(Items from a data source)
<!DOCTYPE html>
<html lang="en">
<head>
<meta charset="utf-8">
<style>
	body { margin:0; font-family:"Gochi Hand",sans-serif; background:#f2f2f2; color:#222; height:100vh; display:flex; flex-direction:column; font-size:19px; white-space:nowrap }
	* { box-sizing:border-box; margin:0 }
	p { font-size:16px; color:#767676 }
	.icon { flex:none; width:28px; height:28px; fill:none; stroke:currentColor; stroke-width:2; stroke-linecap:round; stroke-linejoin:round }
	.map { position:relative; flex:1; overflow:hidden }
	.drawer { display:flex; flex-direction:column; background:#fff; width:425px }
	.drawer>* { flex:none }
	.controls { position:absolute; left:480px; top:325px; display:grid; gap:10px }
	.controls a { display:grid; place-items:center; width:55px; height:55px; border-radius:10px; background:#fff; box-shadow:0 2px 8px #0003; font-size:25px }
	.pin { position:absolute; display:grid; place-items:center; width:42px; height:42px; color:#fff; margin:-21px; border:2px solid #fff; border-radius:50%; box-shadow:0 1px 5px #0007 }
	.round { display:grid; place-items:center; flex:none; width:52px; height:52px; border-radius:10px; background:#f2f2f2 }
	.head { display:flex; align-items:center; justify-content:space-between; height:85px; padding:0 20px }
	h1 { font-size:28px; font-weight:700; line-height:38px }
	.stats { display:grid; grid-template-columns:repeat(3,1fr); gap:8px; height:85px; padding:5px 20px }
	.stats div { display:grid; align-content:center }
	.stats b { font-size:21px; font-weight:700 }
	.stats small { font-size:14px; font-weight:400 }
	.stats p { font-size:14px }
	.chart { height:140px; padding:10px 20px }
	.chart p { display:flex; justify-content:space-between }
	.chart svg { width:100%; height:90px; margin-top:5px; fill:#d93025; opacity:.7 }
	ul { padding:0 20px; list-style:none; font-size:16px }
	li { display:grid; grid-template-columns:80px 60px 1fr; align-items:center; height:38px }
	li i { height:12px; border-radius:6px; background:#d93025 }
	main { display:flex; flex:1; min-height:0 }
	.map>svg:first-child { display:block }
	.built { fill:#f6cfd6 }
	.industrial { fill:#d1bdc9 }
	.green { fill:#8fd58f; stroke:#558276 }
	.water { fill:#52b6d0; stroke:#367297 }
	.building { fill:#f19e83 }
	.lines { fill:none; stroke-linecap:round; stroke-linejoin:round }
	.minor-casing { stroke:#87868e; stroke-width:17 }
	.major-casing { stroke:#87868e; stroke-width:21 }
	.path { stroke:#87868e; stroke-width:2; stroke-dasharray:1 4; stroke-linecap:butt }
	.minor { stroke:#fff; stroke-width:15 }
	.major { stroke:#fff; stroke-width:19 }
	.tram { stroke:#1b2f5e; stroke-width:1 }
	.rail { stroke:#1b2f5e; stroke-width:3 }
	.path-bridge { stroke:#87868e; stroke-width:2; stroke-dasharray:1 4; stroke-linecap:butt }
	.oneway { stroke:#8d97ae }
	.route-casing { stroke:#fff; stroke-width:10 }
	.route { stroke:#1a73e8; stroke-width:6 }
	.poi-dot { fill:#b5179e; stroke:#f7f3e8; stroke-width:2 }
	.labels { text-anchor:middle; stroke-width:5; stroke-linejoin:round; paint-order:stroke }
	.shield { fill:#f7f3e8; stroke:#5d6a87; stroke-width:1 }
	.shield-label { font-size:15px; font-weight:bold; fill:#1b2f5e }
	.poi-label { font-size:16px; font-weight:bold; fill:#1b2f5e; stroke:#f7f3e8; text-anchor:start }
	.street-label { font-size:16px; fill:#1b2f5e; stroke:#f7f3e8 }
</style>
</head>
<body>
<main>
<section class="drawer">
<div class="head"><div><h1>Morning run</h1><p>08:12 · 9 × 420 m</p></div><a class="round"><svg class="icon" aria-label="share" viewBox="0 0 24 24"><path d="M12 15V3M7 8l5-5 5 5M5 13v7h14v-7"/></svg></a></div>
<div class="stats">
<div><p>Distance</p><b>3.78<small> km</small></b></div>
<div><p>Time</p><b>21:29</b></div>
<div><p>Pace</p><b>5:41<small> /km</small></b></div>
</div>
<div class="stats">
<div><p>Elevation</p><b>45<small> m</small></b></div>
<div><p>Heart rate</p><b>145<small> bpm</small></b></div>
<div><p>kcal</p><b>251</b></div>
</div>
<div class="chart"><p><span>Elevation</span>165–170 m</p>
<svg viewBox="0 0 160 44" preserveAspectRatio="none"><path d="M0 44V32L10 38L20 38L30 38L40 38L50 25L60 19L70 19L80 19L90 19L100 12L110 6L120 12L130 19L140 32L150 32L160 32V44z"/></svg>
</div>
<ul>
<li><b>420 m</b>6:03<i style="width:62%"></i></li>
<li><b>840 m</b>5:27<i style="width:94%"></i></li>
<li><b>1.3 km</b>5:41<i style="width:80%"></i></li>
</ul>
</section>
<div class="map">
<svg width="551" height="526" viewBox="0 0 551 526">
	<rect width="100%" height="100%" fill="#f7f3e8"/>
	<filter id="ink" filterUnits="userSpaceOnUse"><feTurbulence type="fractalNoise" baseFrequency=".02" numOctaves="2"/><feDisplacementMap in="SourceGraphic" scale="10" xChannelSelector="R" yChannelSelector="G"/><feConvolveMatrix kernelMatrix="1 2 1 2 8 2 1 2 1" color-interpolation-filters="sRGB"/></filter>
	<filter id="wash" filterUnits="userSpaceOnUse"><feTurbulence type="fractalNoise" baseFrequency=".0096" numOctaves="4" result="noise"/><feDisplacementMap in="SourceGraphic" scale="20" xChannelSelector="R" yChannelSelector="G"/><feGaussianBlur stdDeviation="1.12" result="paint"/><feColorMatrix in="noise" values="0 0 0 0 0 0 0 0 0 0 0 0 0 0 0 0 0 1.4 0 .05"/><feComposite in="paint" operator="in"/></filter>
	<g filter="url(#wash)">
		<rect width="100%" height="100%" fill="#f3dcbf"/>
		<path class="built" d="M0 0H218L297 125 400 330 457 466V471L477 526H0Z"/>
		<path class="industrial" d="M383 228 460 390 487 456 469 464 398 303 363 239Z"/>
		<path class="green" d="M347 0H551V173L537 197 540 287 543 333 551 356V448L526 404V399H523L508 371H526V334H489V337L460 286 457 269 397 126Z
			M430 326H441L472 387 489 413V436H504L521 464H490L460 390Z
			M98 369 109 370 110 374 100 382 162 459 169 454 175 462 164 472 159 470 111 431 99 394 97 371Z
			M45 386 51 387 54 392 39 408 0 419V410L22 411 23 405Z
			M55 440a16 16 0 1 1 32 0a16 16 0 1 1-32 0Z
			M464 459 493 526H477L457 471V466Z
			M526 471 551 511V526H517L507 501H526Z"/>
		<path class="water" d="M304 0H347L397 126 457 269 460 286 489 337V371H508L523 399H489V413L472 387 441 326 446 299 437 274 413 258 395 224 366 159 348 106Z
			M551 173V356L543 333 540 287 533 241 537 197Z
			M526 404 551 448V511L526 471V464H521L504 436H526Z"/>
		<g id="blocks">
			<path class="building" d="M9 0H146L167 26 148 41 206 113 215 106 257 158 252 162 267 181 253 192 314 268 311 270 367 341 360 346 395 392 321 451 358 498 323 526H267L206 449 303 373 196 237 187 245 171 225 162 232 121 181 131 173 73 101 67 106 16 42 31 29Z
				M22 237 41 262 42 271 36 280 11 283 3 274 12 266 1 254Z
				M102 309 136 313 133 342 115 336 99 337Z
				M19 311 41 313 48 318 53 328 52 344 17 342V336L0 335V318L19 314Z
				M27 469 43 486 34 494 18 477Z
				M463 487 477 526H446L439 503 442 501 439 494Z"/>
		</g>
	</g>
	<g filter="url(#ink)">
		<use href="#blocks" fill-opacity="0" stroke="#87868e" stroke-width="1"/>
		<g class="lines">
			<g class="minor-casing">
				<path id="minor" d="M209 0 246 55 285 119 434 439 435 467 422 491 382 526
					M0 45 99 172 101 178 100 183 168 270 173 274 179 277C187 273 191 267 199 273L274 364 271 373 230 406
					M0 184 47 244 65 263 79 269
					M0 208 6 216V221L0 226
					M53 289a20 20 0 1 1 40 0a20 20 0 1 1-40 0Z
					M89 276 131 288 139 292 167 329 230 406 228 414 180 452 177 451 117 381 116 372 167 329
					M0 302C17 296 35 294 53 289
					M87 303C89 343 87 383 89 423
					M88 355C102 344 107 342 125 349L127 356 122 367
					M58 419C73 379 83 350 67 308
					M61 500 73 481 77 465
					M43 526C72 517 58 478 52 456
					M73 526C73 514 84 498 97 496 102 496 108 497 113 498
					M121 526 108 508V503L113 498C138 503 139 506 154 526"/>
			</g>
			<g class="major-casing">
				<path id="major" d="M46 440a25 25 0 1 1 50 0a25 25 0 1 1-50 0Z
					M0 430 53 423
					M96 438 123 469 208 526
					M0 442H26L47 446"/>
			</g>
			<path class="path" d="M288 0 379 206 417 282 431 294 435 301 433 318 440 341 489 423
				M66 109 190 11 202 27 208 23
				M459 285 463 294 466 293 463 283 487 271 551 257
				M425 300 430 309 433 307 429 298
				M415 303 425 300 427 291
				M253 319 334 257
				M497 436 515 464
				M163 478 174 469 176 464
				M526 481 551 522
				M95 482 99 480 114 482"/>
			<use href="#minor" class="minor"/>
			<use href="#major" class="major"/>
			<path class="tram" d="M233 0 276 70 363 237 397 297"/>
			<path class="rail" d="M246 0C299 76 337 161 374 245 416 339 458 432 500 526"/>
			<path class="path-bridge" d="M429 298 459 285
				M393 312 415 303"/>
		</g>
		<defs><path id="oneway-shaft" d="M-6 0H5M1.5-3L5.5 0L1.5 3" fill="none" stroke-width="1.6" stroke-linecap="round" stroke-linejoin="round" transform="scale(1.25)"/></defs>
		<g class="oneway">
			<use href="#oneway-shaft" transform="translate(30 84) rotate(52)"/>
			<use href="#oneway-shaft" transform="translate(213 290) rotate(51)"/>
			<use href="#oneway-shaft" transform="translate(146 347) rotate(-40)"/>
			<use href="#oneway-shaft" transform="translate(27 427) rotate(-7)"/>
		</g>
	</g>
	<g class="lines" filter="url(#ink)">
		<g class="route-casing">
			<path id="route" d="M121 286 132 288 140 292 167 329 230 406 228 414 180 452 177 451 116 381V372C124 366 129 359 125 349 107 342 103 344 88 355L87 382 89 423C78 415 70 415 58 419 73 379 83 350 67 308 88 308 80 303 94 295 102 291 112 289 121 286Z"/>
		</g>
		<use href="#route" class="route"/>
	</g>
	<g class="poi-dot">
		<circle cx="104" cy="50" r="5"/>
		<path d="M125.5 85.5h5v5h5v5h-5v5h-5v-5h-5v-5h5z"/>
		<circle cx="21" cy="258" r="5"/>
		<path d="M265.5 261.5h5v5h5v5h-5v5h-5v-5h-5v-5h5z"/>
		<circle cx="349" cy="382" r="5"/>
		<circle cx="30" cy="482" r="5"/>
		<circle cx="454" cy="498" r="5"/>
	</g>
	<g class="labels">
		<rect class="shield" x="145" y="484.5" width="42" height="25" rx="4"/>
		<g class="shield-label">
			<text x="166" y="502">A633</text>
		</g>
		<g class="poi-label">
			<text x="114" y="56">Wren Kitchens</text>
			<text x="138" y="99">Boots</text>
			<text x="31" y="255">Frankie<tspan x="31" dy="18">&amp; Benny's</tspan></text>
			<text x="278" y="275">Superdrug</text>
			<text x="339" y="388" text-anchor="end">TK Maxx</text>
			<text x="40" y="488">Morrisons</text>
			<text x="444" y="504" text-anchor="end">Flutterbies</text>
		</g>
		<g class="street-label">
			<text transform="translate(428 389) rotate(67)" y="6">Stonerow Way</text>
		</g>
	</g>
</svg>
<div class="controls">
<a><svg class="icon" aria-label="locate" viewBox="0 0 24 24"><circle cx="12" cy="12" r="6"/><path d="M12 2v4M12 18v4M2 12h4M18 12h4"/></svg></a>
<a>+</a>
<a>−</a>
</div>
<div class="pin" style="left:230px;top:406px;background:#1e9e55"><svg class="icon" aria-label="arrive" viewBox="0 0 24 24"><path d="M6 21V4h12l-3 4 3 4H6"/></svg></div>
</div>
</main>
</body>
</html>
==
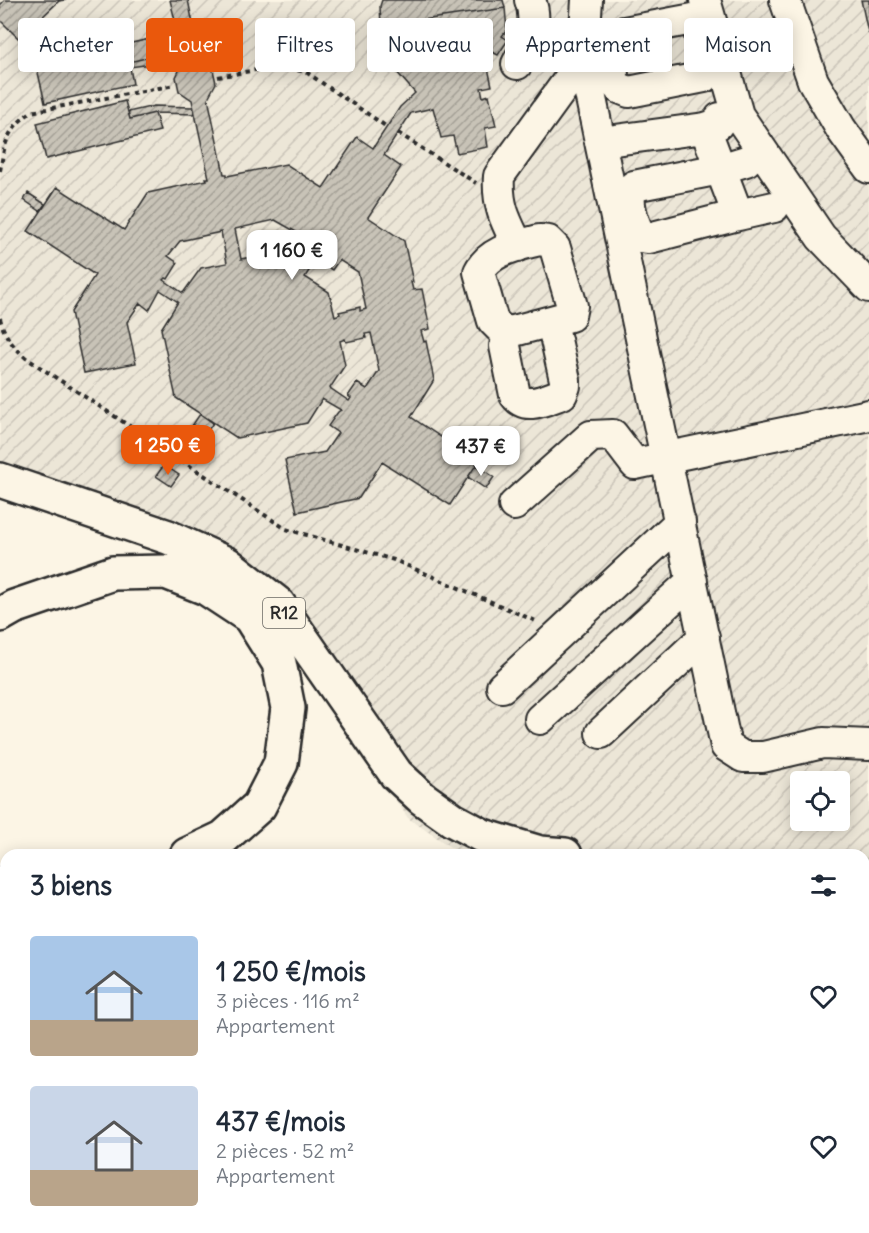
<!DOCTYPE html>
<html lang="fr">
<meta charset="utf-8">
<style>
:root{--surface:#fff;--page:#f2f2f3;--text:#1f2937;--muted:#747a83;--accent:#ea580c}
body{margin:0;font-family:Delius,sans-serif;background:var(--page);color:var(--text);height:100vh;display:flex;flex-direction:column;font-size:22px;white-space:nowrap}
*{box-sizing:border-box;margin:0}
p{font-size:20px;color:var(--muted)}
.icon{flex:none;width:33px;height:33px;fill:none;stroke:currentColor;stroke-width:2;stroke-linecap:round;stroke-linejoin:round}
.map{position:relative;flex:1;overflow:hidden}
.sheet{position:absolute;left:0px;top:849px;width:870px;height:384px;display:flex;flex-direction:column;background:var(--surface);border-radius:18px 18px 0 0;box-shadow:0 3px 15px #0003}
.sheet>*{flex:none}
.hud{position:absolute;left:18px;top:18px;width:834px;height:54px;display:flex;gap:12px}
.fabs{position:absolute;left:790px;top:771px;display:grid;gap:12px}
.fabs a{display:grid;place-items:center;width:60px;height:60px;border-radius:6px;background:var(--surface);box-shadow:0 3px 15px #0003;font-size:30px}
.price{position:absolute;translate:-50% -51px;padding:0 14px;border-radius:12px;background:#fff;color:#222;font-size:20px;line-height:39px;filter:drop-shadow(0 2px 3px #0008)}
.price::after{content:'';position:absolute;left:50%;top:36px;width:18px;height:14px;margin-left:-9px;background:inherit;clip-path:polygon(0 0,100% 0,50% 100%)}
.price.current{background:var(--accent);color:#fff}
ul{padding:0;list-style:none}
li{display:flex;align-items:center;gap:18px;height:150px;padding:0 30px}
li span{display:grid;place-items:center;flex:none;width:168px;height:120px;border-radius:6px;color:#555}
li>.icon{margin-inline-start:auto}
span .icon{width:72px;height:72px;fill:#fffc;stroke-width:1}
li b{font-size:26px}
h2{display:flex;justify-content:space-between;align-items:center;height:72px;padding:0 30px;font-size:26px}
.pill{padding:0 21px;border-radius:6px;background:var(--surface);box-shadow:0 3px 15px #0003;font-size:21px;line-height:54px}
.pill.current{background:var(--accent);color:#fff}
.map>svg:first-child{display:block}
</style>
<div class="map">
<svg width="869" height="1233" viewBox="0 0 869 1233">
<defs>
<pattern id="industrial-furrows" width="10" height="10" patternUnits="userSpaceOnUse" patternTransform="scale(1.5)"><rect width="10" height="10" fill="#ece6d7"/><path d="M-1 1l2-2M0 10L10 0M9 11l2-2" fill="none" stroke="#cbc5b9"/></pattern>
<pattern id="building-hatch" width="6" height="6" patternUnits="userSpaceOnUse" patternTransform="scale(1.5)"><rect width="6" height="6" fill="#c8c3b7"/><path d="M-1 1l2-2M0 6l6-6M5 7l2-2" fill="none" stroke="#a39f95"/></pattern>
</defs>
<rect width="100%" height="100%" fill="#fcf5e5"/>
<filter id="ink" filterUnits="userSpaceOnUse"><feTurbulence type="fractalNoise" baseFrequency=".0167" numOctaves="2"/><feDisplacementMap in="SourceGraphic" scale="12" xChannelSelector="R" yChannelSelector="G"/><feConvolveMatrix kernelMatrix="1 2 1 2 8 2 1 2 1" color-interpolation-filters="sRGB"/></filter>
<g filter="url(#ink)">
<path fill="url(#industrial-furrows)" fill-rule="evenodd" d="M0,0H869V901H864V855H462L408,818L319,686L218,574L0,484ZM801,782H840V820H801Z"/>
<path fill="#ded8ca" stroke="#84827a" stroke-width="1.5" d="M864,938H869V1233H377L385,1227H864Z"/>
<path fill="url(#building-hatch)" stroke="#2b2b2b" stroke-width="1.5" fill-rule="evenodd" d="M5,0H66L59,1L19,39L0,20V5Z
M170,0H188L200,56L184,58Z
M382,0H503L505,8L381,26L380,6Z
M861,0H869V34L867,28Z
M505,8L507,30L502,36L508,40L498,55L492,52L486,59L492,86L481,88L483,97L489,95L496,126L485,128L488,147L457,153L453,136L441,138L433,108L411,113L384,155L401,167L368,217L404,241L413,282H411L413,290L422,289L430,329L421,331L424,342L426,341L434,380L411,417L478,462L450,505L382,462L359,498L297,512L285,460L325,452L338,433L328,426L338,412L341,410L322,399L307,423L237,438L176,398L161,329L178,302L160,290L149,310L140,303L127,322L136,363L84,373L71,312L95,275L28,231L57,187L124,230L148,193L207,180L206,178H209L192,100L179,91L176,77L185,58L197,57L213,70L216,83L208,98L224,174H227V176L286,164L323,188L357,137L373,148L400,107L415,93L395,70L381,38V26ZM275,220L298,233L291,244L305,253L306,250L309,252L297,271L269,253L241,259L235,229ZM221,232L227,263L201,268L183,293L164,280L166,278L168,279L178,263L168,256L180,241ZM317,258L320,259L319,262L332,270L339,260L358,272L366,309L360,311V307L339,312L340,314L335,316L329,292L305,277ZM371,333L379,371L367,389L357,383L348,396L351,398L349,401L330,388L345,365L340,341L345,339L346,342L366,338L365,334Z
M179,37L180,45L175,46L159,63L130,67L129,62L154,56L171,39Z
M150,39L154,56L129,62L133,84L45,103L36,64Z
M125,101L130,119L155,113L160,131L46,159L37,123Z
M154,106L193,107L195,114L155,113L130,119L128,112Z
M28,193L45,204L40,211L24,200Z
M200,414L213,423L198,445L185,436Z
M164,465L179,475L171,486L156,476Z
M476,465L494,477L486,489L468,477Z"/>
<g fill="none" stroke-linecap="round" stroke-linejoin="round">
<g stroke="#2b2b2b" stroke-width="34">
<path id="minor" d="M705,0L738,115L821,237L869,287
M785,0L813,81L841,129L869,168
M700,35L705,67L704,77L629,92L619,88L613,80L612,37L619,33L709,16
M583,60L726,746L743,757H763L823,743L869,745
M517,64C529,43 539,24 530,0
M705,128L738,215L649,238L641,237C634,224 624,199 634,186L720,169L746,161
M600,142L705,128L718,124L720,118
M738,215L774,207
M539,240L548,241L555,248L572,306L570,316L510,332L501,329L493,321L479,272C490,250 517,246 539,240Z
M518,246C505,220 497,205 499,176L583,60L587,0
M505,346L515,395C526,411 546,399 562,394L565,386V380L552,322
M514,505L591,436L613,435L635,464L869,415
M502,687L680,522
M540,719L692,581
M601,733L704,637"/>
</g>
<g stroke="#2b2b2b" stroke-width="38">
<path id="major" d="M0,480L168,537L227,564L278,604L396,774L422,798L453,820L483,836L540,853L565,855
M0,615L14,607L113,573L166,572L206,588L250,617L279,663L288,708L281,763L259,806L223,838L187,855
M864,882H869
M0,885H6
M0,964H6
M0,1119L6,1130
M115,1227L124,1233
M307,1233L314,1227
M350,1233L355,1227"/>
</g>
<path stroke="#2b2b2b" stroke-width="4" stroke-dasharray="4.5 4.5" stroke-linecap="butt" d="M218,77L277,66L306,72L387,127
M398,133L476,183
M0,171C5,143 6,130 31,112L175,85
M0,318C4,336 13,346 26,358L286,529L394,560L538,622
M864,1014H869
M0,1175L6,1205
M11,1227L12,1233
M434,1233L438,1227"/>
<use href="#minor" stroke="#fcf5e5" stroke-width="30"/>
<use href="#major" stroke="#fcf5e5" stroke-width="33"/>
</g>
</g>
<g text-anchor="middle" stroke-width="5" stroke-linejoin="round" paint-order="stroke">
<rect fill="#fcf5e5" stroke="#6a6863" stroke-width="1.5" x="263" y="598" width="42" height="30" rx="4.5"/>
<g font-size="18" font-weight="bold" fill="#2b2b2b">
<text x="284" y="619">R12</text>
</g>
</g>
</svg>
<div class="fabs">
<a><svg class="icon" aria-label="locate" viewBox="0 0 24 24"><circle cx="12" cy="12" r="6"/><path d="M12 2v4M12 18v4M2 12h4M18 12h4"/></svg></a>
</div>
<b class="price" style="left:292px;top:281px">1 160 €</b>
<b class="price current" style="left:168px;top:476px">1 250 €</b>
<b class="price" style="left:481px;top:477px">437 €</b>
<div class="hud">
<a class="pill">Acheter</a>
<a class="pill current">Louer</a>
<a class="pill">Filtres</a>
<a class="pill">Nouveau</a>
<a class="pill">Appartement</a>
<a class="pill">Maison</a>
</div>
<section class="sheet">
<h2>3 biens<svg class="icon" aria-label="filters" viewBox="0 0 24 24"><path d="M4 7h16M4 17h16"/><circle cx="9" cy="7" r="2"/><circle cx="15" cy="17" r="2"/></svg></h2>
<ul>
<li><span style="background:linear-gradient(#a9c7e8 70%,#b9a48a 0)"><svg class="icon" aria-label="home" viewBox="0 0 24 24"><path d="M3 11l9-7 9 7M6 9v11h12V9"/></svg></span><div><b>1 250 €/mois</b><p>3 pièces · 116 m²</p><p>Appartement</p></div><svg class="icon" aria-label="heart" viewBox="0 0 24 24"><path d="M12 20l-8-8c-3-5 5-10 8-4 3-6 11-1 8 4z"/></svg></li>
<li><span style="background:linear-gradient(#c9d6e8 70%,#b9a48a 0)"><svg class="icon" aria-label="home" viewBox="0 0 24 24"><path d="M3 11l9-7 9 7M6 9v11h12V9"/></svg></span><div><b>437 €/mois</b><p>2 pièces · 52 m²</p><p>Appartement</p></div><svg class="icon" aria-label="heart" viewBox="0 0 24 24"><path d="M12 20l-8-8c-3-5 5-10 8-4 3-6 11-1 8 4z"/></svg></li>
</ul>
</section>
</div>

[DIRECTIONS]: Which lines hold the word "overflow"? Copy each of them from the records.

[COMPLETED TASK]:
	.map { position:relative; flex:1; overflow:hidden }
.map{position:relative;flex:1;overflow:hidden}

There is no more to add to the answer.